● INPUT MATERIAL:
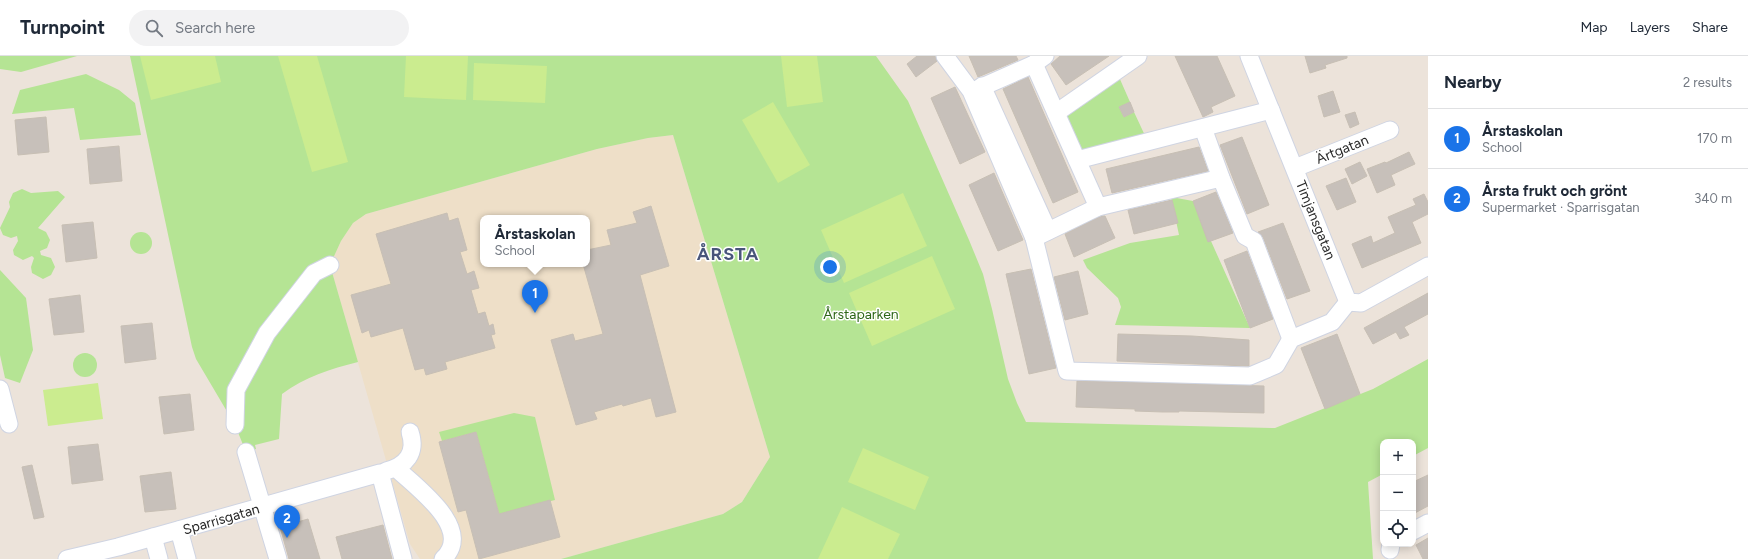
<!DOCTYPE html>
<meta charset="utf-8">
<style>
:root{--surface:#fff;--page:#f2f2f3;--text:#1f2937;--muted:#747a83;--line:#e0e1e3;--accent:#1a73e8}
body{margin:0;font-family:Figtree,sans-serif;background:var(--page);color:var(--text)}
.controls{position:absolute;right:12px;bottom:12px;display:grid;overflow:hidden;border-radius:8px;box-shadow:0 2px 10px #0003}
.controls button{width:36px;height:36px;display:grid;place-items:center;padding:0;border:0;border-bottom:1px solid var(--line);background:var(--surface);color:var(--text);font:20px sans-serif}
.you{position:absolute;left:830px;top:211px;width:14px;height:14px;margin:-10px;border:3px solid #fff;border-radius:50%;background:#1a73e8;box-shadow:0 0 0 6px #1a73e833}
.badge{display:grid;place-items:center;width:26px;height:26px;border-radius:50%;background:var(--accent);color:#fff;font-size:13px;font-weight:700}
.pin{position:absolute;translate:-50% -33px;filter:drop-shadow(0 1px 2px #0008)}
.pin::after{content:'';position:absolute;top:21px;width:14px;height:12px;background:inherit;clip-path:polygon(0 0,100% 0,50% 100%)}
.popup{position:absolute;left:480px;top:159px;width:110px;height:52px;box-sizing:border-box;display:grid;place-content:center;border-radius:8px;background:var(--surface);filter:drop-shadow(0 1px 3px #0005);font-size:13px;white-space:nowrap;color:var(--muted)}
.popup b{font-size:15px;color:var(--text)}
.popup::after{content:'';position:absolute;left:50%;top:100%;margin-left:-8px;border:8px solid transparent;border-top-color:var(--surface)}
.list{margin:0;padding:0;list-style:none}
h2{display:flex;justify-content:space-between;align-items:center;height:52px;margin:0;padding:0 16px;font-size:17px}
h2 small{font-size:13px;font-weight:400;color:var(--muted)}
.list li{display:grid;grid-template-columns:26px 1fr auto;gap:12px;align-items:center;box-sizing:border-box;height:60px;padding:0 16px;border-top:1px solid var(--line)}
.list b{display:block;font-size:15px;white-space:nowrap}
.list p{margin:0;font-size:13px;white-space:nowrap;color:var(--muted)}
.list em{font-size:13px;font-style:normal;color:var(--muted)}
.icon{flex:none;width:22px;height:22px;fill:none;stroke:currentColor;stroke-width:2;stroke-linecap:round;stroke-linejoin:round}
.map{position:relative;flex:none;width:1428px;height:503px;overflow:hidden}
header{display:flex;align-items:center;gap:24px;box-sizing:border-box;height:56px;padding:0 20px;background:var(--surface);border-bottom:1px solid var(--line)}
header strong{font-size:19px}
nav{display:flex;gap:22px;margin-inline-start:auto;font-size:14px}
.search{width:280px;height:36px;background:var(--page);display:flex;align-items:center;gap:10px;box-sizing:border-box;padding:0 14px;border-radius:22px;color:var(--muted);font-size:15px}
main{display:flex}
aside{flex:1;background:var(--surface)}
.map>svg:first-child{display:block}
.education{fill:#eedfc8;fill-rule:evenodd}
.green{fill:#b5e494}
.pitch{fill:#cbec8f}
.building{fill:#c7c0ba;stroke:#c7bfb4}
.lines{fill:none;stroke-linecap:round;stroke-linejoin:round}
.minor-casing{stroke:#cfd4e2;stroke-width:19}
.minor{stroke:#fff;stroke-width:17}
.labels{text-anchor:middle;stroke-width:3;stroke-linejoin:round;paint-order:stroke}
.street-label{font-size:14px;fill:#292929;stroke:#fff}
.park-label{font-size:14px;fill:#2e6718;stroke:#fff}
.district-label{font-size:18px;font-weight:bold;letter-spacing:1px;fill:#48557a;stroke:#fff}
</style>
<header>
<strong>Turnpoint</strong>
<div class="search"><svg class="icon" aria-label="search" viewBox="0 0 24 24"><circle cx="10" cy="10" r="6"/><path d="M15 15l6 6"/></svg>Search here</div>
<nav><a>Map</a><a>Layers</a><a>Share</a></nav>
</header>
<main>
<div class="map">
<svg width="1428" height="503" viewBox="0 0 1428 503">
<rect width="100%" height="100%" fill="#ece3da"/>
<path class="education" d="M673,79L770,401L742,446L723,458L561,503H420L410,488L330,209L341,185L353,167L366,158L597,93L648,82ZM483,162H587V208H483Z"/>
<g class="green">
<path d="M0,0H77L21,16L0,13Z"/>
<path d="M130,0H876L908,45L969,184L983,218L992,253L1008,323L1017,347L1026,366L1275,372L1373,333L1428,303V392L1413,400V386H1383V418L1368,426L1373,503H561L723,458L742,446L770,401L673,79L648,82L597,93L366,158L353,167L341,185L330,209L358,306C330,313 305,321 282,338L279,383L255,389L256,393L246,396L235,369L196,303L192,291Z"/>
<path d="M86,18L119,34L135,47L141,79L80,84L74,52L12,58L20,34Z"/>
<path d="M1119,21L1130,46L1119,51L1124,61L1134,56L1148,86L1077,104L1056,57Z"/>
<path d="M22,133L31,137L58,135L65,141L38,172L46,176L50,184L47,192L40,195L41,199L51,202L55,211L51,219L43,223L32,217L31,211L34,202L32,200L23,204L14,199L13,194L18,185L17,180L11,182L3,179L0,172L10,151L9,146L13,137Z"/>
<path d="M1171,141L1193,145L1250,272L1115,269L1121,251L1118,242L1087,212L1083,204L1130,187L1179,179Z"/>
<circle cx="141" cy="187" r="11"/>
<path d="M0,214L26,242L33,294L20,327L5,322L0,299Z"/>
<circle cx="85" cy="309" r="12"/>
<path d="M514,357L535,361L555,444L499,458L476,376L442,385L439,376Z"/>
</g>
<g class="pitch">
<path d="M140,0H215L221,26L151,44Z"/>
<path d="M278,0H317L348,106L312,116Z"/>
<path d="M406,0H468L466,44L404,41Z"/>
<path d="M781,0H817L823,46L787,51Z"/>
<path d="M474,7L547,10L545,47L473,44Z"/>
<path d="M773,46L810,109L778,127L742,64Z"/>
<path d="M903,137L927,190L844,227L821,174Z"/>
<path d="M932,200L955,253L872,290L849,237Z"/>
<path d="M98,327L103,363L48,370L43,334Z"/>
<path d="M863,392L929,421L915,454L848,426Z"/>
<path d="M842,451L900,478L888,503H818Z"/>
</g>
<g class="building">
<path d="M917,0H935L937,5L916,21L907,8Z"/>
<path d="M969,0H1016L1018,4L978,21Z"/>
<path d="M1060,0H1109L1066,29L1051,8Z"/>
<path d="M1175,0H1217L1235,40L1211,51L1213,56L1203,61Z"/>
<path d="M1305,0H1347V2L1325,9L1326,12L1310,17Z"/>
<path d="M1028,21L1078,136L1053,147L1003,33Z"/>
<path d="M955,31L985,96L960,108L931,42Z"/>
<path d="M1333,35L1340,56L1324,61L1318,40Z"/>
<path d="M1130,46L1134,56L1124,61L1119,51Z"/>
<path d="M1355,56L1359,68L1350,72L1345,59Z"/>
<path d="M46,61L49,96L18,99L15,64Z"/>
<path d="M1242,81L1269,149L1247,158L1220,89Z"/>
<path d="M119,90L122,125L90,128L87,93Z"/>
<path d="M1199,91L1208,115L1112,137L1106,113Z"/>
<path d="M1409,96L1415,108L1391,119L1395,129L1377,137L1367,113L1385,106L1386,107Z"/>
<path d="M1360,106L1367,120L1352,128L1345,113Z"/>
<path d="M994,117L1023,184L998,195L969,129Z"/>
<path d="M1346,122L1356,146L1337,154L1326,130Z"/>
<path d="M1216,136L1233,177L1208,186L1193,145Z"/>
<path d="M1424,138L1428,146V158L1412,166L1421,187L1362,212L1352,188L1371,180L1373,187L1395,177L1388,161L1416,149L1413,143Z"/>
<path d="M1172,144L1178,167L1134,178L1128,154Z"/>
<path d="M651,150L669,210L640,219L676,356L656,361L651,342L623,350L622,348L594,356L597,363L576,369L551,284L573,278L575,285L603,278L583,208H587V194L611,189L607,174L637,167L633,156Z"/>
<path d="M447,157L449,165L458,162L467,194L460,196L467,218L474,215L479,232L471,234L478,258L485,256L489,270L493,268L495,278L491,279L495,292L445,306L447,313L426,319L424,312L415,314L403,272L371,281L369,274L362,277L351,239L391,228L376,178Z"/>
<path d="M1101,160H1105L1115,182L1074,201L1065,178Z"/>
<path d="M93,166L97,202L66,206L62,169Z"/>
<path d="M1283,167L1310,235L1287,243L1263,181L1258,176Z"/>
<path d="M1247,195L1273,263L1250,272L1224,204Z"/>
<path d="M1031,213L1056,312L1029,318L1006,218Z"/>
<path d="M1078,215L1088,258L1065,264L1054,221Z"/>
<path d="M1428,237V258L1404,271L1409,279L1400,283L1396,276L1373,288L1364,272Z"/>
<path d="M80,239L84,276L54,279L49,243Z"/>
<path d="M152,267L156,303L125,307L121,270Z"/>
<path d="M1118,278L1192,280L1249,284V310L1117,305Z"/>
<path d="M1337,278L1360,338L1325,353L1301,292Z"/>
<path d="M1077,325L1264,330V357L1179,355V356H1163L1135,355V353L1076,351Z"/>
<path d="M190,338L194,374L164,378L159,341Z"/>
<path d="M476,376L499,458L550,444L560,481L479,503L466,454L458,456L439,386Z"/>
<path d="M98,388L103,424L72,428L68,391Z"/>
<path d="M32,409L44,461L34,463L22,411Z"/>
<path d="M171,416L176,453L145,456L140,420Z"/>
<path d="M1428,419V450L1413,458V426Z"/>
<path d="M308,463L320,503H289L280,471Z"/>
<path d="M383,469L392,503H342L336,481Z"/>
<path d="M1428,482V503H1423L1416,489Z"/>
</g>
<g class="lines">
<defs>
<g id="minor">
<path d="M945,0L971,35L1034,182L1067,315L1250,320L1276,309L1291,283L1332,266L1348,246"/>
<path d="M1249,0L1348,246L1361,247L1428,210"/>
<path d="M1034,8L1098,151"/>
<path d="M982,30L1048,175"/>
<path d="M973,35L1034,8L1045,0"/>
<path d="M1056,57L1138,0"/>
<path d="M1203,72L1221,122L1245,180L1254,185L1291,283"/>
<path d="M1077,104L1271,54"/>
<path d="M1295,112L1390,74"/>
<path d="M1034,182L1098,151L1221,122"/>
<path d="M0,333L9,368"/>
<path d="M235,369L236,334L267,277L314,217L330,209"/>
<path d="M246,396L278,503"/>
<path d="M397,413C416,431 475,473 443,503"/>
<path d="M386,415C406,410 417,397 410,376"/>
<path d="M179,474L187,503"/>
<path d="M1413,475L1428,467"/>
<path d="M153,481L159,503"/>
<path d="M1390,494L1391,488"/>
<path d="M67,503L118,491L380,417L403,503"/>
</g>
</defs>
<use href="#minor" class="minor-casing"/>
<use href="#minor" class="minor"/>
</g>
<g class="labels">
<g class="street-label">
<text transform="translate(1342 93) rotate(-22)" y="5">Ärtgatan</text>
<text transform="translate(1316 164) rotate(68)" y="5">Timjansgatan</text>
<text transform="translate(221 463) rotate(-16)" y="5">Sparrisgatan</text>
</g>
<g class="park-label">
<text x="861" y="263">Årstaparken</text>
</g>
<g class="district-label">
<text x="728" y="204">ÅRSTA</text>
</g>
</g>
</svg>
<div class="controls">
<button>+</button>
<button>−</button>
<button><svg class="icon" aria-label="locate" viewBox="0 0 24 24"><circle cx="12" cy="12" r="6"/><path d="M12 2v4M12 18v4M2 12h4M18 12h4"/></svg></button>
</div>
<div class="you"></div>
<div class="pin badge" style="left:535px;top:257px">1</div>
<div class="popup"><b>Årstaskolan</b>School</div>
<div class="pin badge" style="left:287px;top:482px">2</div>
</div>
<aside>
<h2>Nearby<small>2 results</small></h2>
<ul class="list">
<li><span class="badge">1</span><div><b>Årstaskolan</b><p>School</p></div><em>170 m</em></li>
<li><span class="badge">2</span><div><b>Årsta frukt och grönt</b><p>Supermarket · Sparrisgatan</p></div><em>340 m</em></li>
</ul>
</aside>
</main>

● WHAT THIS TASK INVOLVES: Return, from the material above, every line with the word "drop".

● RESULT OF THIS EXERCISE:
.pin{position:absolute;translate:-50% -33px;filter:drop-shadow(0 1px 2px #0008)}
.popup{position:absolute;left:480px;top:159px;width:110px;height:52px;box-sizing:border-box;display:grid;place-content:center;border-radius:8px;background:var(--surface);filter:drop-shadow(0 1px 3px #0005);font-size:13px;white-space:nowrap;color:var(--muted)}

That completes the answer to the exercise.